Once again, extrapolation coefficients tell a story helping to troubleshoot calculations. At the last few iterations from the first CDIIS run, the coefficients are:
DIIS: Extrapolation coefs:
(1.20971008021554,0)
(-0.408662551765205,0)
(1.74343656638734,0)
(-6.2065904736162,0)
(4.66210637877853,0)
DIIS: Extrapolation coefs:
(2.14087187639123,0)
(-1.86517350134611,0)
(-3.07182955581453,0)
(3.23509473198939,0)
(0.561036448780016,0)
DIIS: Extrapolation coefs:
(0.696140249974835,0)
(-5.47256197558599,0)
(4.40368599268861,0)
(0.833342797292691,0)
(0.539392935629858,0)
DIIS: Extrapolation coefs:
(-3.45621925669398,0)
(2.87958829836786,0)
(0.499382192840323,0)
(0.397620567653019,0)
(0.679628197832773,0)
DIIS: Extrapolation coefs:
(0.0303535900389646,0)
(-0.486327339731549,0)
(0.0906193985714284,0)
(-0.278956640851003,0)
(1.64431099197216,0)
We can see in these iterations, that:
- Coefficients of the newest vectors vary substantially.
- Coefficients of the oldest vectors are large.
Therefore, it is reasonable to restart CDIIS, rebuild the subspace (to kick out problematic vectors), and continue with a bigger extrapolation subspace to prevent removal of important vectors.
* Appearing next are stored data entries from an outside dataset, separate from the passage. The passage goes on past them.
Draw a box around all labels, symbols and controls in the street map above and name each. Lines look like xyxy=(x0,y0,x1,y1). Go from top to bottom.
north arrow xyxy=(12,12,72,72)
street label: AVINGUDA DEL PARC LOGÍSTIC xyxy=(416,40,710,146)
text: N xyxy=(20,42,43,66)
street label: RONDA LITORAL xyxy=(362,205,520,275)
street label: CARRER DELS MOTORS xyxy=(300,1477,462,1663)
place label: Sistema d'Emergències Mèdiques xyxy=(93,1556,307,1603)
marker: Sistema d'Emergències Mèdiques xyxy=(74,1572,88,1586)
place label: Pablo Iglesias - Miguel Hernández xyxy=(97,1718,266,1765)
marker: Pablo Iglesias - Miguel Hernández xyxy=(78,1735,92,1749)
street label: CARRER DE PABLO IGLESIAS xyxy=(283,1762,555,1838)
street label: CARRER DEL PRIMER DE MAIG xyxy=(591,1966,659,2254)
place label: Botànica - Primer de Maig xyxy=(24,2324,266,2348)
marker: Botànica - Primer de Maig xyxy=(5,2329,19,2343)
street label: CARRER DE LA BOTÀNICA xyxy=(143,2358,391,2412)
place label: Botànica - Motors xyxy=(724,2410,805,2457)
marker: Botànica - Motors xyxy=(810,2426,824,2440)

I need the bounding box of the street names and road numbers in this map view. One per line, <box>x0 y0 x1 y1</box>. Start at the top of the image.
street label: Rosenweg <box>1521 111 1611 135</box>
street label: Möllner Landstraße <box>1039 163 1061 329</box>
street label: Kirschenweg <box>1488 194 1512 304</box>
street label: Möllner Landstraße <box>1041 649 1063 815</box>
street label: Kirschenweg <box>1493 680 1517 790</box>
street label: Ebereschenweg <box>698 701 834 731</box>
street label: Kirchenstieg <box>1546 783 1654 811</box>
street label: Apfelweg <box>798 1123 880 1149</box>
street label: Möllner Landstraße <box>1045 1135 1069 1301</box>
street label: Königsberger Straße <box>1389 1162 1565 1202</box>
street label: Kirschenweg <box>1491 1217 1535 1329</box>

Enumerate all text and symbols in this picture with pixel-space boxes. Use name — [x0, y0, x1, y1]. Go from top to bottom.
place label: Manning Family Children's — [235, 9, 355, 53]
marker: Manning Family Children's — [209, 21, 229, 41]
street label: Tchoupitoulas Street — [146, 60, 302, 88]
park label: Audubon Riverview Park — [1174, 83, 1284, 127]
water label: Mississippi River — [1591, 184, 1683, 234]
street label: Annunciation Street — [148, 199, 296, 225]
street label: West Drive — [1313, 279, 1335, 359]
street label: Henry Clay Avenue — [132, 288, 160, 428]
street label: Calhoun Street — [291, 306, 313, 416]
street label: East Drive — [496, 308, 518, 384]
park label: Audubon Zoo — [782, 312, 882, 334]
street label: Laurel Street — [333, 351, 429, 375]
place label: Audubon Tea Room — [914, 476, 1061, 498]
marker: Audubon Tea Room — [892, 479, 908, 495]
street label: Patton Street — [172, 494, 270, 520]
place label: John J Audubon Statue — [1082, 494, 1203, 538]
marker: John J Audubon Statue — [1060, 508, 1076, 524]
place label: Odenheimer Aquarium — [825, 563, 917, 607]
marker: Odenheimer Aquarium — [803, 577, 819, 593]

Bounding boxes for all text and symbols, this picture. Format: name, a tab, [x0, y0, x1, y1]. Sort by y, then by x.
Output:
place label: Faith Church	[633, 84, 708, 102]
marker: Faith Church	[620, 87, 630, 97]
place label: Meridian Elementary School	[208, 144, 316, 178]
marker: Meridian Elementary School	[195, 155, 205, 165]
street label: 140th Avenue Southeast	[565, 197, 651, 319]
I executed it as follows:
srun -n 128 $GREEN_INSTALL/bin/mbpt.exe --scf_type=GW --BETA 300 \
--grid_file $GREEN_GRID/1e5.h5 --itermax 100 --results_file BiVO3.h5 \
--input_file $INTS/input.h5 \
--jobs SC \
--diis_start 5 \
--restart true \
--verbose 4 \
--diis_size 10 \
--mixing_type CDIIS --mixing_weight 0.1 \
--dfintegral_hf_file="$INTS/df_hf_int" \
--dfintegral_file="$INTS/df_int" \
--kernel GPU --cuda_low_gpu_memory true --cuda_low_cpu_memory true
This restart is shown in the figure as “CDIIS rst1”. The first few iterations start to diverge despite a substantial applied iteration mixing. When CDIIS starts, it corrects the gradually diverging subspace (and this is also why a bigger subspace is needed here). It substantially de-noises the iterations and leads to a faster convergence of the chemical potential. Unfortunately, the quick queue on the cluster killed my job, so I decided to restart again (“CDIIS rst2”) with even bigger subspace.
srun -n 128 $GREEN_INSTALL/bin/mbpt.exe --scf_type=GW --BETA 300 \
--grid_file $GREEN_GRID/1e5.h5 --itermax 100 --results_file BiVO3.h5 \
--input_file $INTS/input.h5 \
--jobs SC \
--diis_start 5 \
--restart true \
--verbose 4 \
--diis_size 20 \
--mixing_type CDIIS --mixing_weight 0.1 \
--dfintegral_hf_file="$INTS/df_hf_int" \
--dfintegral_file="$INTS/df_int" \
--kernel GPU --cuda_low_gpu_memory true --cuda_low_cpu_memory true
Once again, slow divergence of mixing is stopped by CDIIS. This subspace has led to very quick convergent iterations without noise.